La récente découverte de l'esquisse d'un pont au dessus de la Corne d'Or, esquisse signée de Michel-Ange, est certainement  à l'origine de ce roman, très spécial.

Par petites touches, Mathias Enard nous conte le séjour de l'artiste dans la capitale de l'empire Ottoman et cela lui donne l'occasion de nous parler de batailles (et de rivalités), de rois (et plus particulièrement d'un sultan et d'un pape) et d'éléphants (ceux que Michel-Ange dessine tout en cherchant l'inspiration).  

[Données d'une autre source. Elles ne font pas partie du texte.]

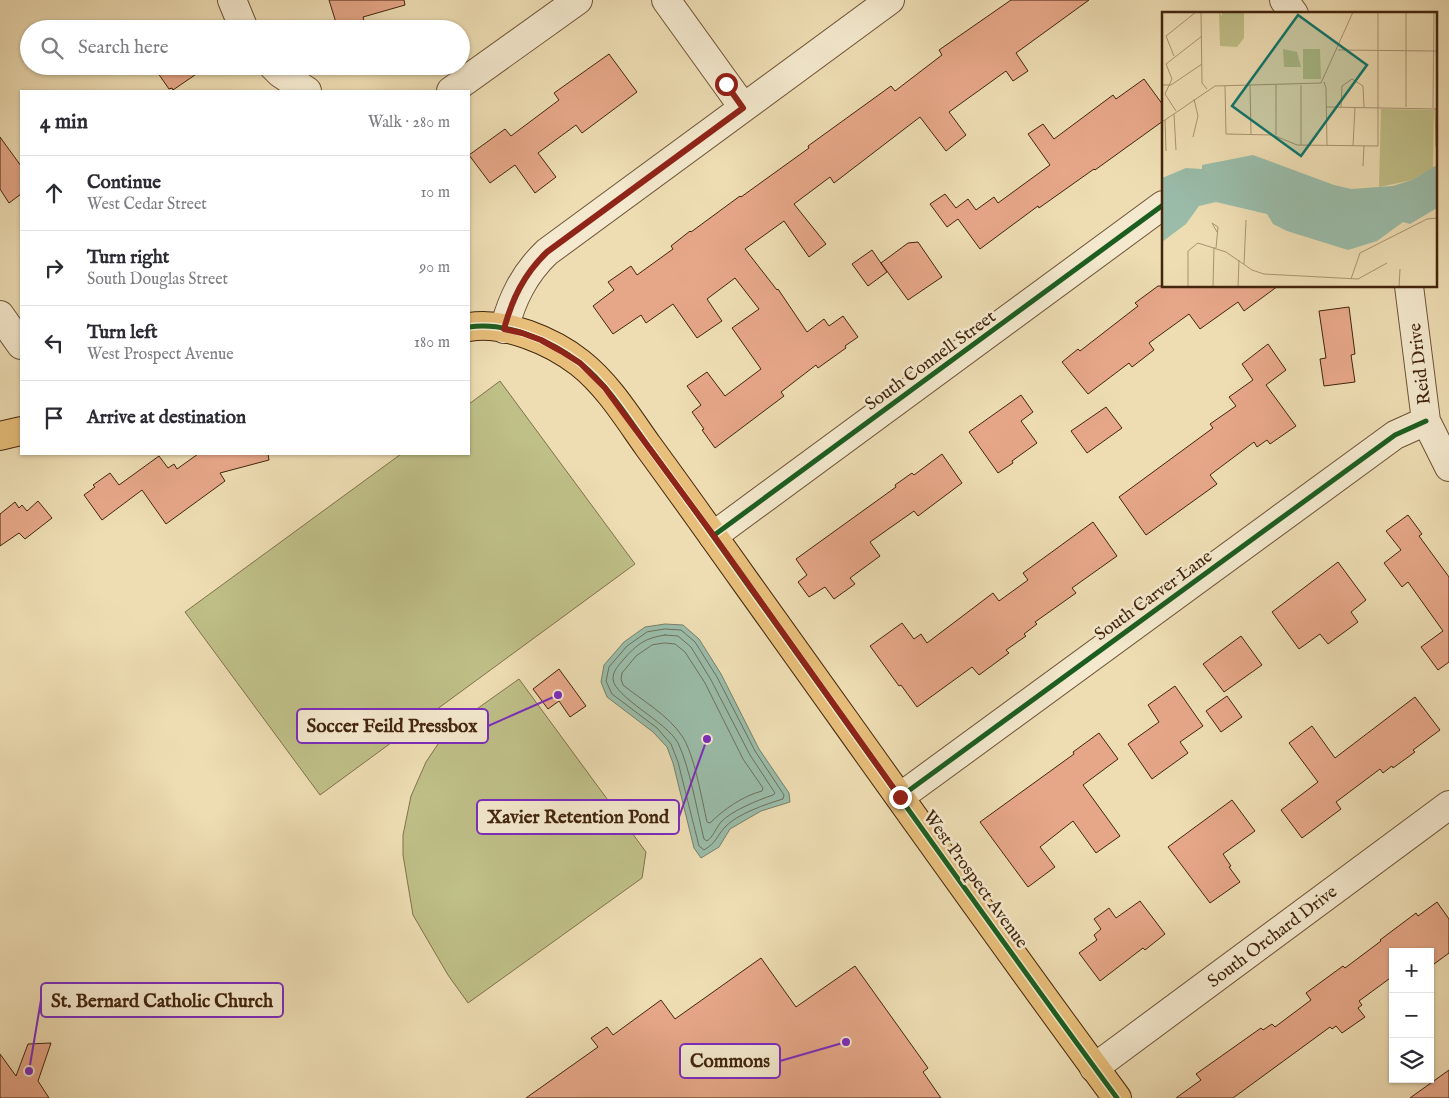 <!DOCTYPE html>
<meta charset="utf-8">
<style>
:root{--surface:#fff;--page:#f2f2f3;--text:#2b2b33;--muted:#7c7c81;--line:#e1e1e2}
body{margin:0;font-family:"IM FELL English",serif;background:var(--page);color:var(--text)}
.controls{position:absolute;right:15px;bottom:15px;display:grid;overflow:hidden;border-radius:0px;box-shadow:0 1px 4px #0004}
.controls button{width:45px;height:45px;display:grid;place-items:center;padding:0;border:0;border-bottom:1px solid var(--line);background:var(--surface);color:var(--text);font:25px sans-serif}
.stop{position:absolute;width:15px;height:15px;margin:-11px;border:4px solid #8f2418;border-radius:50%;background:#fff}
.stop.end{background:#8f2418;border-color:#fff;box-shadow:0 1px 5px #0008}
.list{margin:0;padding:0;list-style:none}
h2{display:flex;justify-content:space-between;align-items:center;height:65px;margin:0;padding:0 20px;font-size:21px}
h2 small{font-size:16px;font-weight:400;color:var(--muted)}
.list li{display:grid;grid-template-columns:32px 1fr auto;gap:15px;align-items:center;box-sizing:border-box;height:75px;padding:0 20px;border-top:1px solid var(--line)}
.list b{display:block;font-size:19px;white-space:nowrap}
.list p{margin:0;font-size:16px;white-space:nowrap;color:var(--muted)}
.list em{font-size:16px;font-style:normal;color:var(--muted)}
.icon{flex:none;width:28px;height:28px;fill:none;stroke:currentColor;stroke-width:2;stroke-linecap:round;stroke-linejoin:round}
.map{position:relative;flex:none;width:1449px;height:1098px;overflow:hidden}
.search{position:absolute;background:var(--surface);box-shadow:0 1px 4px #0004;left:20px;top:20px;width:450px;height:55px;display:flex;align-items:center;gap:12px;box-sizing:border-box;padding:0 18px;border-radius:28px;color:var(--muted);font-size:19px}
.panel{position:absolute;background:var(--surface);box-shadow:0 1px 4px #0004;left:20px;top:90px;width:450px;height:365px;border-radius:0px}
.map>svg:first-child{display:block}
</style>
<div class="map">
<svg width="1449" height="1098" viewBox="0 0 1449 1098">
<rect width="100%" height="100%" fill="#eeddb3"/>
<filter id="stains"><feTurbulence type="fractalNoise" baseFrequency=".004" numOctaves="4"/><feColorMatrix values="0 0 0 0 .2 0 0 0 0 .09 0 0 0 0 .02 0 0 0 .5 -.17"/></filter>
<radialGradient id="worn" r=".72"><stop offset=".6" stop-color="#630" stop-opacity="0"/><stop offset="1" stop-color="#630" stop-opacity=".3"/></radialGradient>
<path fill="#bfbf88" stroke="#80724a" d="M500,381l135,183 -315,231 -135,-183 216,-158h68v-50z
M519,679l127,173 -4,26 -174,125 -20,-28 -35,-60 -10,-60v-20l8,-39 15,-34 16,-24 15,-15z"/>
<path fill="#9abca9" stroke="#77806b" d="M665,624l18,1 16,14 22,35 38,75 30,44 1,9 -29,9 -31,18 -11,18 -18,11 -7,-10 -21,-85 -6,-16 -14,-15 -46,-35 -6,-15 3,-17 20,-23 21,-15z"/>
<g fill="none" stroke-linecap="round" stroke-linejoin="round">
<path stroke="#6e705b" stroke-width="1" d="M665,629l16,1 14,12 22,35 38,74 29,44 -1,4c-17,5 -46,15 -58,28 -9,10 -8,15 -21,23l-5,-4 -21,-84 -7,-18 -14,-16 -45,-34 -6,-13 3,-14 18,-21 20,-14z
M665,635l13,1 13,11 20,33 39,75 25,38 -2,2c-15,5 -42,16 -52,27 -5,6 -8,15 -14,19l-3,-2c-7,-28 -14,-71 -26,-96 -11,-21 -64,-46 -65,-64 0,-8 5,-13 10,-19 14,-16 22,-22 42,-25z
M665,643l10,1 10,8 20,31 38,76 20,29 -1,3c-19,5 -38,18 -52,32l-3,-1c-5,-22 -13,-69 -25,-86 -14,-21 -39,-35 -59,-51l-2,-6 1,-6 14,-17 16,-11z"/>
</g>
<path fill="#e6a788" stroke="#42250d" d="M329,0h75l1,5 -42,12 3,12h-28z
M1011,0h78l-73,53 12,18 -15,10 -7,-10 -57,41 17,23 -20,16 -26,-34 -86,66 -4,-6 -36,27 32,40 -17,13 -25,-36 -39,28 32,41 1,-1 29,43 17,-13 5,7 14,-10 15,21 -13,9 1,2 -28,20 -2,-3 -35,27 3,4 -69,52 -13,-18 2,-1 -12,-17 9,-7 -14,-19 20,-14 18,24 36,-27 -29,-41 27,-19 -24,-31 -28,21 15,22 -25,17 -24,-34 -27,19 -5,-8 -28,19 -20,-28 21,-16 -6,-8 23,-16 6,9 36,-26 -2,-3 19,-15 1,1 49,-36 1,1 68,-49 -1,-2 83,-60 4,5 47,-36 -3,-5z
M609,54l28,38 -55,41 -6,-8 -38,28 18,24 -21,16 -20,-28 -25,18 -21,-28 36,-26 6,7 48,-36 -5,-7z
M153,66h55l-35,24 -1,-2 -3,1z
M1144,79l19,26v16l-68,49 -1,-1 -55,39 -1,-2 -58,43 -22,-30 -11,8 -17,-23 15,-10 11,14 12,-9 8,11 18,-13 4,6 52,-38 -22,-31 15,-10 11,15 59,-44 3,4z
M0,137l21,29v28l-12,9 -9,-14z
M918,242l24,35 -34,23 -27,-37 27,-20z
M872,250l15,22 -19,14 -16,-22z
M1158,286h120l-34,25 -6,-9 -38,27 -11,-15 -40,29 5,7 -22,17 -3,-4 -41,31 -26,-32 16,-13 2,2 58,-45 -3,-3z
M1349,307l6,47 -4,1 4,27 -31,4 -4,-27 6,-1 -7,-47z
M1268,344l18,26 -20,15 30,41 -26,18 -3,-4 -10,7 -3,-5 -44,33 7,9 -71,51 -27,-38 94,-69 -3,-4 26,-18 -7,-9 24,-17 -11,-16z
M1021,395l12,17 -12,9 16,22 -25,18 1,2 -15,10 -29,-41z
M1106,407l16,21 -35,25 -16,-22z
M198,454h70l1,6 -49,13 5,8 -59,43 -24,-34 -40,30 -18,-25 11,-8 -2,-2 17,-12 9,12 40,-29 9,12 6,-4 3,5z
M942,454l20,29 -44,33 -4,-5 -44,31 10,14 -30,22 5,6 -21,15 -9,-12 -16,10 -11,-15 9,-7 -11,-16 100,-72 -1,-2 17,-12 2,2z
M38,501l14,17 -27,21 -6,-6 -19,13v-32l15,-12 4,6 3,-3 5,6z
M1408,515l14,19 -3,2 30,41v85l-11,8 -17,-23 22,-16 -35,-49 -6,5 -18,-24 17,-13 -15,-19z
M1093,522l24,34 -45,32 4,5 -41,29 2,2 -13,10 2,2 -20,14 3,3 -30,22 -7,-8 -55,40 -16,-22 -2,1 -29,-40 32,-23 12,16 7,-5 6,9 66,-50 6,8 29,-21 -5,-7z
M1338,562l28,38 -15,12 7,10 -30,22 -8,-10 -21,15 -27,-37z
M1241,636l21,29 -38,27 -21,-28z
M559,669l27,37 -16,11 -11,-16 -11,8 -15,-20z
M1175,686l28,40 -23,16 8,11 -36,26 -24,-35 31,-22 -11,-17z
M1227,696l15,21 -21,15 -15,-21z
M1415,697l25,33 -27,20 2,2 -22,16 -1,-2 -9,7 -3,-4 -44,33 5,7 -39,29 -21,-28 37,-28 -29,-39 23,-17 23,32z
M1099,733l19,26 -35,26 37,51 -24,17 -23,-32 -33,26 15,20 -27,20 -48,-65 94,-68 -1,-2z
M1232,800l23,31 -32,23 8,12 -2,1 11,15 -30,21 -42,-56z
M1140,901l25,33 -20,16 -2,-2 -43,33 -21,-28 18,-13 -3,-5 7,-6 -7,-10 15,-11 7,10z
M1437,902l12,17v34l-19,14v-15h-37v24l-34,25 3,4 -4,3 7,9 -23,16 -6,-7 -4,3 -2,-2 -97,71h-57l25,-18 -5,-6 65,-46 2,2 9,-6 3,3 36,-27 -5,-7 37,-27 2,2 36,-27 -1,-1 36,-27 2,3z
M761,958l35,49 59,-41 73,102 -5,4 18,26h-415l72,-51 -7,-9 16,-11 6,8 48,-35 14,19z
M51,1043l-13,38 11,17h-49v-44l16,22 12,-32z
M1449,1070v28h-39z"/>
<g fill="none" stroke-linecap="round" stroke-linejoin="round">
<g stroke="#6d5336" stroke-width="30">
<path id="minor" d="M232,0l12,29
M666,0l77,107
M1284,0l10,14
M273,66l7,7 27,18
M451,91l127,-91
M1409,286l17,135 23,46
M0,315l21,30
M504,329c8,-30 20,-55 43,-77l343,-252
M713,536l450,-331
M900,797l495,-362 31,-14
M1094,1068l355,-263"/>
</g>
<g stroke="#42250d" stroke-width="30">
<path id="major" d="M469,327c36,-6 83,14 111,36 28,22 48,55 68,83 33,45 65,90 97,135 124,173 246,346 372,517
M0,436l21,-5"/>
</g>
<use href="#minor" stroke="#f4e9ce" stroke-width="28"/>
<use href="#major" stroke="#e7be7a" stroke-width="28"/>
<g stroke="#f4e9ce" stroke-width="8">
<path id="cycleway" d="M469,327c36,-6 83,14 111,36 28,22 48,55 68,83 33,45 65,90 97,135 124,173 246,346 372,517
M713,536l450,-331
M900,797l495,-362 31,-14"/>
</g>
<use href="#cycleway" stroke="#1b5e20" stroke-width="5"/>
</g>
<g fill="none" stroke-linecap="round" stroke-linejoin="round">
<path stroke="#8f2418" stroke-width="6" d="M726,84l17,24 -196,144c-23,22 -35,47 -43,77l18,4 19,7 20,11 19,12 25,25 109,148 186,261"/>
</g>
<g text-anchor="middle" stroke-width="5" stroke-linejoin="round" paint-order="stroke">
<g font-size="18" fill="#42250d" stroke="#f4e9ce">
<text transform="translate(930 360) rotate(-36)" y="6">South Connell Street</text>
<text transform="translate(1419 364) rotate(-97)" y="6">Reid Drive</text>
<text transform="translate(1153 595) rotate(-36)" y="6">South Carver Lane</text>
<text transform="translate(976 879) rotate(54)" y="6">West Prospect Avenue</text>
<text transform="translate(1272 936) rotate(-37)" y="6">South Orchard Drive</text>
</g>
</g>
<g transform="translate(1162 12)">
<rect width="275" height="275" fill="#eeddb3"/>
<path d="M57,0l3,4v-4h22v26l-7,9 -17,-1zM121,37l14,3 4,15h-17zM141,37h17l1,30h-18zM219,97l53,1 -1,58 -21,12 -33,7z" fill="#bfbf88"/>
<path d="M91,143l81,30 17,4 42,-3 19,-6 25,-15v43l-27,16 -7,-2 -26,19 -29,9 -61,-19 -14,-7 -6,-10 -51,-12 -17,4 -13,18 -24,18v-64l24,-10 16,1v-4z" fill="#9abca9"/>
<path fill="none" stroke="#a99371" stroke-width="1" d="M39,0l1,71 5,6M244,0v95M176,38l99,1M12,44l-8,-20 30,-24M162,70l2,6 1,58M0,73h9l31,-21M88,73l1,49M139,73v60M63,74l1,48 47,1 24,10 81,1v-134M165,95l110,2M179,95l1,-21 10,-7 11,7 1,21M271,96l1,-96M273,96l1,39M14,99l-11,-17 7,-15 -6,-15 36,-28M12,102l2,36M3,108l1,31M0,110l53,-36 106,-3 32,-71M114,123v-50M31,125l5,-21 -4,-17M191,134l2,-39M201,154l1,-20M54,236l2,-21 -6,-4 5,9M82,252l2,-44M189,267l9,-26 67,-34 10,-1M26,275v-36l10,-8 28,9 26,18 12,4 94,5 29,-16M51,275l1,-40M76,275l1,-27M237,275l1,-18"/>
<path fill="#0f766e" fill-opacity="0.15" stroke="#0f766e" stroke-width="2.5" d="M136,3l69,50 -66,91 -69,-50z"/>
<rect width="275" height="275" fill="none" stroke="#42250d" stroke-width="2.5"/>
</g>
<path fill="none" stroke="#7b2cbf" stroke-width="2" d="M558 695L488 726M707 739L679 817M29 1071L41 1000M846 1042L780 1061"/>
<g fill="#7b2cbf" stroke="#f4e9ce" stroke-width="2">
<circle cx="558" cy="695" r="5"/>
<circle cx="707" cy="739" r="5"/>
<circle cx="29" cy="1071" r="5"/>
<circle cx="846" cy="1042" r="5"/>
</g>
<g fill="#f4e9ce" stroke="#7b2cbf" stroke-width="2">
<rect x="297" y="709" width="191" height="34" rx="5"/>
<rect x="477" y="800" width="202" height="34" rx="5"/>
<rect x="41" y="983" width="242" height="34" rx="5"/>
<rect x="680" y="1044" width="100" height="34" rx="5"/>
</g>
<g font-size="19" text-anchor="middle" font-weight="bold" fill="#42250d">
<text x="392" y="732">Soccer Feild Pressbox</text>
<text x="578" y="823">Xavier Retention Pond</text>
<text x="162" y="1007">St. Bernard Catholic Church</text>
<text x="730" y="1067">Commons</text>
</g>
<rect width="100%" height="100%" filter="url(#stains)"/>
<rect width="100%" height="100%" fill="url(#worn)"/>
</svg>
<div class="controls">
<button>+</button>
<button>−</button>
<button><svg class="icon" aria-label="layers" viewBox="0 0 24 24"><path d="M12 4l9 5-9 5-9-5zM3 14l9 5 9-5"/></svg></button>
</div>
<div class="stop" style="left:726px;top:84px"></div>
<div class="stop end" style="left:900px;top:797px"></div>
<div class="search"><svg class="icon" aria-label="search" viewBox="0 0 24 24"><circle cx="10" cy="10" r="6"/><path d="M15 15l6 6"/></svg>Search here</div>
<section class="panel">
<h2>4 min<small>Walk · 280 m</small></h2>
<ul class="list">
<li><svg class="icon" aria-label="ahead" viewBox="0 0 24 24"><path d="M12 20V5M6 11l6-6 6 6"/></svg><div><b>Continue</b><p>West Cedar Street</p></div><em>10 m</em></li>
<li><svg class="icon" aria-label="right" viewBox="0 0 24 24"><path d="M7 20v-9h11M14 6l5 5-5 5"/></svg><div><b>Turn right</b><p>South Douglas Street</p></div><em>90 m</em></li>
<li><svg class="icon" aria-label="left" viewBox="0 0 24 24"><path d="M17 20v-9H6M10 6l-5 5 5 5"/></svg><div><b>Turn left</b><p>West Prospect Avenue</p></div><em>180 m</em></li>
<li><svg class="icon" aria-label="arrive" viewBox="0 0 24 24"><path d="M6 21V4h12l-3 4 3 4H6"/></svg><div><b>Arrive at destination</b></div></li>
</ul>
</section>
</div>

Il y est question du rapport aux puissants ("Turcs ou romains les puissants nous avilissent"), mais aussi du rapport de l'artiste à sa création : de la nécessité, pour ce dernier, de s'imprégner de l'atmosphère de la ville, de ressentir, de divaguer, pour arriver à concevoir, à visualiser ce pont que lui a commandé le sultan Bazajet II. 

"En retraversant la Corne d'Or, Michel-ange a la vision de son pont, flottant dans le soleil du matin, si vrai qu'il en a les larmes aux yeux. L'édifice sera colossal sans être imposant, fin et puissant. Comme si la soirée lui avait dessillé les paupières et transmis sa certitude, le dessin lui apparaît enfin.
Il rentre presque en courant poser cette idée sur le papier, traits de plume, ombres au blanc, rehauts de rouge.
Un pont surgi de la nuit, pétri de la matière de la ville".

Et puis, il y a l'amour. L'amour de Michel-Ange pour une chanteuse et surtout l'amour inavoué du poète Mesihi pour le génie.
"Dissimulé par les embarcations, Mesihi s'est vite retourné. Il ne souhaite pas observer plus longtemps, il n'y a plus rien à voir : des rames sombres qui frappent les flots obscurs, une voile carrée dont la blancheur ne parvient pas à déchirer la nuit.
Il va aller se perdre dans les rues de la ville, se perdre dans les bouges de Tahtakale; pour tout souvenir de Michel-Ange, il garde le dessin d'un éléphant, et surtout, dans un repli de son vêtement, la dgue noire et or qui lui brûle à présent de ventre comme si elle était chauffée à blanc."
Si j'ai dit que je trouvais ce roman spécial, c'est que le style de Mathias Enard, dépouillé, presque froid, ne correspond pas à la force des sentiments et à la passion qui anime les protagonistes. Quand je dis qu'il "peint" cette histoire par petites touches, ces dernières sont tellement légères, tellement éthérées qu'elles manquent de corps, je devrais dire de chair. 

J'ai eu plus l'impression de lire une construction intellectuelle, certes excessivement bien montée, mais pas un roman dont le sujet se serait imposé à l'auteur.